Most European languages show us that play and theatre have the same root – for example in Shakespeare’s time the word theatre was not known, Shakespeare used the word ‘playhouse” for theatre and “players” not actors. In German Shauspielhaus (or theatre), means show play house.
So the TNT workshop asks the participants to play games, then changes the rules to make the games gradually become more like performances. The TNT leader works on the games exactly like a theatre director, fine tuning and improving the way the participants play. With a large group, half the group watches while the other plays the games/do the exercises; then the groups switchover – this way they can also experience the games as theatre and see how the games improve when they are directed and performed well.
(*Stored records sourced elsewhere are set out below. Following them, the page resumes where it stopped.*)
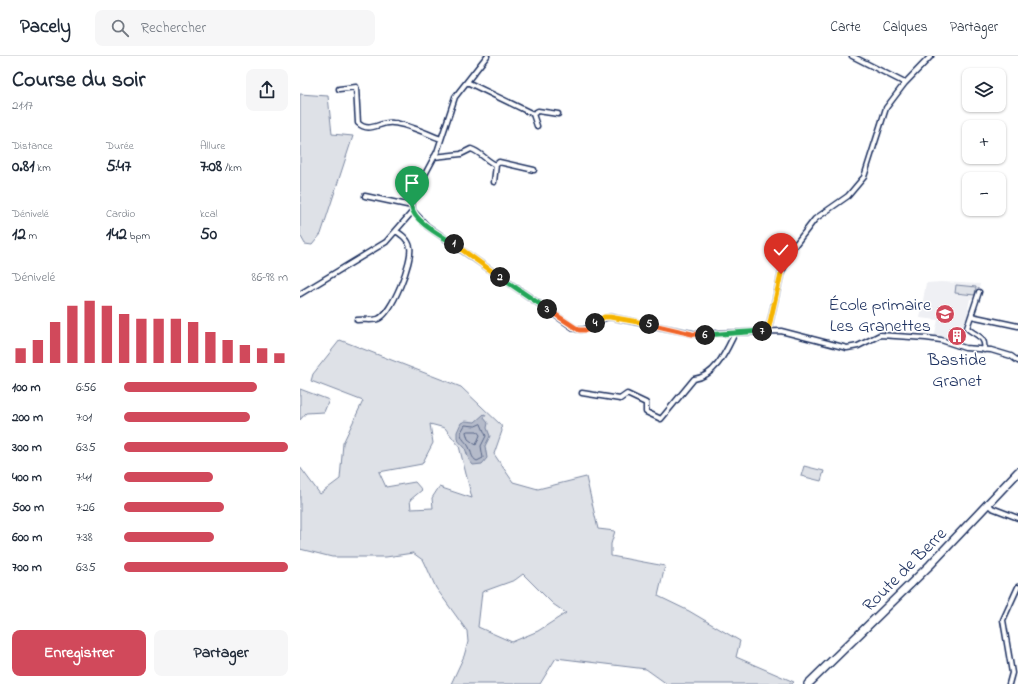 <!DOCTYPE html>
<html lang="fr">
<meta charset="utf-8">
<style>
:root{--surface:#fff;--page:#f6f6f7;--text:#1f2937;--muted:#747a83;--line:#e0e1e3;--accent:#d1495b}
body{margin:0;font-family:"Indie Flower",sans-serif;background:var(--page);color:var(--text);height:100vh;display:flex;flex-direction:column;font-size:15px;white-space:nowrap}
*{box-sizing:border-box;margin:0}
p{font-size:13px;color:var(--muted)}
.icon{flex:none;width:22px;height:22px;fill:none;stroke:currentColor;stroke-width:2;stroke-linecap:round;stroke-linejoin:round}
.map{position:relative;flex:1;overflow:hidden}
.side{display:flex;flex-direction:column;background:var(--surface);width:300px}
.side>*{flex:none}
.tools{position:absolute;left:662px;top:12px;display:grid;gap:8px}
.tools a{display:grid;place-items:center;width:44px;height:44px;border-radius:8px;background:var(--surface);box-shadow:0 1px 3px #0004;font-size:20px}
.pin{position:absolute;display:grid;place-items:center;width:34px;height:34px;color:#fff;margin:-41px -17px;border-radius:50% 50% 50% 0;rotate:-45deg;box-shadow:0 0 4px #0007}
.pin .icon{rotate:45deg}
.km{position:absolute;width:20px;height:20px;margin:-10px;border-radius:50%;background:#222;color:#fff;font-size:11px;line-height:20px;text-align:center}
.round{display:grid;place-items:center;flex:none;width:42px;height:42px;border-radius:8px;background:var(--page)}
.headline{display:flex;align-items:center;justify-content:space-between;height:68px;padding:0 12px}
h1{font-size:22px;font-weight:700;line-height:30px}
.stats{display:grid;grid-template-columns:repeat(3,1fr);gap:6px;height:68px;padding:4px 12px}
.stats div{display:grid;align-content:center}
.stats b{font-size:17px;font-weight:700}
.stats small{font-size:11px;font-weight:400}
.stats p{font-size:11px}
.chart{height:112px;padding:8px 12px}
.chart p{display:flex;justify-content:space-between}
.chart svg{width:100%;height:72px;margin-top:4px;stroke:var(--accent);stroke-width:6}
.cta{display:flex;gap:8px;margin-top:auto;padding:8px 12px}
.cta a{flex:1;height:46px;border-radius:8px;background:var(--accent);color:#fff;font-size:16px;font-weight:700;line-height:46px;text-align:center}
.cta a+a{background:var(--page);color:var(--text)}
ul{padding:0 12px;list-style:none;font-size:13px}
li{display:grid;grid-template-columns:64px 48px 1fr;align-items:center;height:30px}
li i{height:10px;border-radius:5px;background:var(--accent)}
header{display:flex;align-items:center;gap:24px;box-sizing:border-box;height:56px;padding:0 20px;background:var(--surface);border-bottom:1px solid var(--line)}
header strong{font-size:19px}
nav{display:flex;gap:22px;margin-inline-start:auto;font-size:14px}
.search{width:280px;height:36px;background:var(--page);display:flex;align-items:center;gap:10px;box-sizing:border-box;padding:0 14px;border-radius:8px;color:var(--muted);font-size:15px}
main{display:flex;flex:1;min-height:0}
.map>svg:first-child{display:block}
.built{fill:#eff0f4}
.green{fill:#dee1e7;stroke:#7c88a2;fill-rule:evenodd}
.water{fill:#b5bbca;stroke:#77839f}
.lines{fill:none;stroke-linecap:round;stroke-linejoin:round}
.shore{stroke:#596789;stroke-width:1}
.minor-casing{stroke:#1b2f5e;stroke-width:7}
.primary-casing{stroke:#1b2f5e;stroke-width:10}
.minor{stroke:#fff;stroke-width:4}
.primary{stroke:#fff;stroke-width:7}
.split-1-casing{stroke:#fff;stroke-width:8}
.split-2-casing{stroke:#fff;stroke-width:8}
.split-3-casing{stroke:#fff;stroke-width:8}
.split-4-casing{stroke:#fff;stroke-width:8}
.split-5-casing{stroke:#fff;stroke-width:8}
.split-6-casing{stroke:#fff;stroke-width:8}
.split-7-casing{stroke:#fff;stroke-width:8}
.split-8-casing{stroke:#fff;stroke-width:8}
.split-1{stroke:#22a559;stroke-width:5}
.split-2{stroke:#f5b400;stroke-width:5}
.split-3{stroke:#22a559;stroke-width:5}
.split-4{stroke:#f0652b;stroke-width:5}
.split-5{stroke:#f5b400;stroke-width:5}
.split-6{stroke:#f0652b;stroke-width:5}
.split-7{stroke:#22a559;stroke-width:5}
.split-8{stroke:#f5b400;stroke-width:5}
.labels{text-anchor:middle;stroke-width:3;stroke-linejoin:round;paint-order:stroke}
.poi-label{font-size:18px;fill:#1b2f5e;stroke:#fff;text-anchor:end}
.street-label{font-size:18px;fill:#1b2f5e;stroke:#fff}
</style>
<header>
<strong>Pacely</strong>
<div class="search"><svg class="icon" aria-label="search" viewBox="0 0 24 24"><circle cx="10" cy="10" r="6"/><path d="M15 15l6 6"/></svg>Rechercher</div>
<nav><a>Carte</a><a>Calques</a><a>Partager</a></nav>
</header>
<main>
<section class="side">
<div class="headline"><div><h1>Course du soir</h1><p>21:17</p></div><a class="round"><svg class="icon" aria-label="share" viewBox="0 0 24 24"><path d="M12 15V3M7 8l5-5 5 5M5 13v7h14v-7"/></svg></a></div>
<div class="stats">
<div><p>Distance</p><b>0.81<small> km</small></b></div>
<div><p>Durée</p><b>5:47</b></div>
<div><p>Allure</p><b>7:08<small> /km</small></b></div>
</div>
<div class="stats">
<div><p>Dénivelé</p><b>12<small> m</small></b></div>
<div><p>Cardio</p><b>142<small> bpm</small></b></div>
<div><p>kcal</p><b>50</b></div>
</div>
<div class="chart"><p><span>Dénivelé</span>86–98 m</p>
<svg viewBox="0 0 160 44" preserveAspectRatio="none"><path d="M5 44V35M15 44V30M25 44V19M35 44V9M45 44V6M55 44V9M65 44V14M75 44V17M85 44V17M95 44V17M105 44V19M115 44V25M125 44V30M135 44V33M145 44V35M155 44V38"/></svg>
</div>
<ul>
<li><b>100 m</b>6:56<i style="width:81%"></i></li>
<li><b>200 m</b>7:01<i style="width:77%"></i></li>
<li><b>300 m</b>6:35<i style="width:100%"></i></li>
<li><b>400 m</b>7:41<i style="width:54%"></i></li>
<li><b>500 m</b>7:26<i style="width:61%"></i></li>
<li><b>600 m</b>7:38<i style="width:55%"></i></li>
<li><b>700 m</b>6:35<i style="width:100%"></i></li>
</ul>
<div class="cta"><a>Enregistrer</a><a>Partager</a></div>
</section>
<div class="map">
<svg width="718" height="628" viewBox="0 0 718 628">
<rect width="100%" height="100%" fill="#fff"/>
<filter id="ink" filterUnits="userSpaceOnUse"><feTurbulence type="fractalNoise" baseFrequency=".025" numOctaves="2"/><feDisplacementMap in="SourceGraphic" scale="8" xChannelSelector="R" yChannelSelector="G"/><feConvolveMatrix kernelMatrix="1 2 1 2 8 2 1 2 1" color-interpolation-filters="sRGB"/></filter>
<g filter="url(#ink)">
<!-- built -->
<path class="built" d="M 641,226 L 680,228 L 677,241 L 674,243 L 670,243 L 668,253 L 671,255 L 659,289 L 634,281 L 638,264 L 620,262 L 626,227 Z"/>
<!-- green -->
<path class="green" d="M 0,38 L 28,40 L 32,78 L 53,80 L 21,178 L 12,189 L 5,188 L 0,179 Z
M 656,229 L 676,231 L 675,239 L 655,237 Z
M 40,284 L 161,331 L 201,369 L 202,375 L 194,398 L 213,426 L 238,433 L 286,421 L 298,473 L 315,475 L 311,488 L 311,500 L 365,510 L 358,540 L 389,555 L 440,585 L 436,601 L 494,626 L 492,628 L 367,628 L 346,613 L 256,602 L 240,628 L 151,628 L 164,600 L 168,586 L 167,575 L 136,532 L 124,505 L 113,497 L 86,501 L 32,501 L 0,493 L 0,411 L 20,438 L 40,423 L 43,387 L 63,345 L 11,325 L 13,318 ZM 130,368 L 145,372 L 159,390 L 172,442 L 139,431 L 132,442 L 133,452 L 111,453 L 110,444 L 122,434 L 115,426 L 86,431 L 79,416 L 122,408 L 133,387 ZM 223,518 L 253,548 L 266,557 L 238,575 L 212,586 L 178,571 L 182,536 L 215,524 Z
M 0,333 L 29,344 L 24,356 L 6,357 L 0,364 Z
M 504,410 L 524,415 L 521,425 L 501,420 Z"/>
<!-- water -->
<path class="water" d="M 184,358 L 186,359 L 184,362 L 188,367 L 187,372 L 190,380 L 185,390 L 187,402 L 182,408 L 173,409 L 169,404 L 165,392 L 157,383 L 157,376 L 161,367 L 165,365 L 175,366 Z"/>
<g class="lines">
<!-- shore -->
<path class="shore" d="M 181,368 L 186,380 L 181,390 L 183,402 L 177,405 C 171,402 172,397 169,391 C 166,385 161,384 161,376 L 165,369 L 175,370 Z
M 168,375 L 177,375 L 180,379 L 176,389 L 168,383 L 166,376 Z"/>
<!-- minor casing -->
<g class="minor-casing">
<path id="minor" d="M 187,0 L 155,41 L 137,96 L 115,137 L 112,147 L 113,155 L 127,170 L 274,272 C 289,279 295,262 310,261 L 396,278 L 481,275 L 547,292 L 558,290 L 580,279 L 626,282 L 641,284 L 665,292 L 691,294 L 711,300 L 718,305
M 552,0 L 605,27
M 167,26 L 233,58 L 238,55 L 258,58
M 39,33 L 56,31 L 58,67 C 70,78 80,65 93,67 C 108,68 127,78 141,83
M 233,58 L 237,70
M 134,101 L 161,98 L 171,93 C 181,96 186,105 196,109 L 194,126
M 196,109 L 199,106 L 234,114
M 65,140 L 112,150
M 679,236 L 667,272 C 674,279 687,280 684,294
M 0,238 L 86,186 L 113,155
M 671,260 L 718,270
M 57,264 C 63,263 72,265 78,263 C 92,258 113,204 110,191 C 108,183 102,179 96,175
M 468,275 L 481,218 L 492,193 L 515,163 L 548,140 L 564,121 L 586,52 L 605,27 L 631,0
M 282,337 L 320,343 L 327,338 L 346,347 L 346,356 L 361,363 L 394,323 C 416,320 426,295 435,277
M 688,448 L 692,452 L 718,462
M 709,628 L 712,617 L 703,564 L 718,531"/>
</g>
<!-- primary casing -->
<g class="primary-casing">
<path id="primary" d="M 508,628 L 630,509 L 718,416"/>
</g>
<!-- minor -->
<use href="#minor" class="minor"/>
<!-- primary -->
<use href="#primary" class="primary"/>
</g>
</g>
<g class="lines" filter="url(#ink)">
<!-- split-1 casing -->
<g class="split-1-casing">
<path id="split-1" d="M 112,151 C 113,165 142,180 154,188"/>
</g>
<!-- split-2 casing -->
<g class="split-2-casing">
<path id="split-2" d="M 154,188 L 200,221"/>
</g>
<!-- split-3 casing -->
<g class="split-3-casing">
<path id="split-3" d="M 200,221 L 247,253"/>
</g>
<!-- split-4 casing -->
<g class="split-4-casing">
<path id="split-4" d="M 247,253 L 279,274 L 287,274 L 295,267"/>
</g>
<!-- split-5 casing -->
<g class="split-5-casing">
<path id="split-5" d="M 295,267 L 304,261 L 310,261 L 349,268"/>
</g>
<!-- split-6 casing -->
<g class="split-6-casing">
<path id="split-6" d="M 349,268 L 392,278 L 405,279"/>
</g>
<!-- split-7 casing -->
<g class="split-7-casing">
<path id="split-7" d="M 405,279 L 462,275"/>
</g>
<!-- split-8 casing -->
<g class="split-8-casing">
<path id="split-8" d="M 462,275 L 468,275 L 481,218"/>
</g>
<!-- split-1 -->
<use href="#split-1" class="split-1"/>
<!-- split-2 -->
<use href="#split-2" class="split-2"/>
<!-- split-3 -->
<use href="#split-3" class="split-3"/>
<!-- split-4 -->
<use href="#split-4" class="split-4"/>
<!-- split-5 -->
<use href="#split-5" class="split-5"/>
<!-- split-6 -->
<use href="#split-6" class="split-6"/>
<!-- split-7 -->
<use href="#split-7" class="split-7"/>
<!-- split-8 -->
<use href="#split-8" class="split-8"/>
</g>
<!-- icons -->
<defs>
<g id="school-disc" transform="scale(1)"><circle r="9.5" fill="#d1495b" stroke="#fff"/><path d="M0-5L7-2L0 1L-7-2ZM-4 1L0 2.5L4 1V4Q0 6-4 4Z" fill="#fff"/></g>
<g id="building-disc" transform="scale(1)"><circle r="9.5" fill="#d1495b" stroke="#fff"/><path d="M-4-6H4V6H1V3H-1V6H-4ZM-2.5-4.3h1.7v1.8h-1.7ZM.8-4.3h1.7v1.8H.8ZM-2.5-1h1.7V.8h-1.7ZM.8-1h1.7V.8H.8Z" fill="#fff"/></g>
</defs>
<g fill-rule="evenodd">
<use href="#school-disc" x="645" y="258"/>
<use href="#building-disc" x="657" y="280"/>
</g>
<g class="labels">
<!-- poi labels -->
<g class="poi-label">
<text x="631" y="254">École primaire<tspan x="631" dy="21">Les Granettes</tspan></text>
<text x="657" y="309" text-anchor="middle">Bastide<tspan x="657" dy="21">Granet</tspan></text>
</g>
<!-- street labels -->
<g class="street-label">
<text transform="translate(604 513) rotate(-45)" y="6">Route de Berre</text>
</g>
</g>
</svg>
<div class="tools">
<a><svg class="icon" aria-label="layers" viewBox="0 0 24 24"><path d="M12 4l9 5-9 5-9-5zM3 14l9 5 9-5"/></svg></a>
<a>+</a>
<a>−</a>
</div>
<div class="pin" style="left:112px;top:151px;background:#1e9e55"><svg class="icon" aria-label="arrive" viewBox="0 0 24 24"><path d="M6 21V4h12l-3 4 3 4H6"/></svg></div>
<div class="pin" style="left:481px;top:218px;background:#d93025"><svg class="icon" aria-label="check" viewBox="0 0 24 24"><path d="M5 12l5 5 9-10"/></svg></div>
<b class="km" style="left:154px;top:188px">1</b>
<b class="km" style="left:200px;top:221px">2</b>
<b class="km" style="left:247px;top:253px">3</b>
<b class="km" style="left:295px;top:267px">4</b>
<b class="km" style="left:349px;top:268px">5</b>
<b class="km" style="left:405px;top:279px">6</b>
<b class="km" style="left:462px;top:275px">7</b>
</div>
</main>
The participants also learn that theatre is more than imitating someone else, character is not everything! Acting is also about cooperation, focus and verbal and physical precision. When these qualities are there, a game can become a performance: something the audience enjoy watching.
Director Paul Stebbings has led workshop on these themes across the world from Japan to Costa Rica and Greece to Britain, with all types of participants ranging from National theatre actors to school children.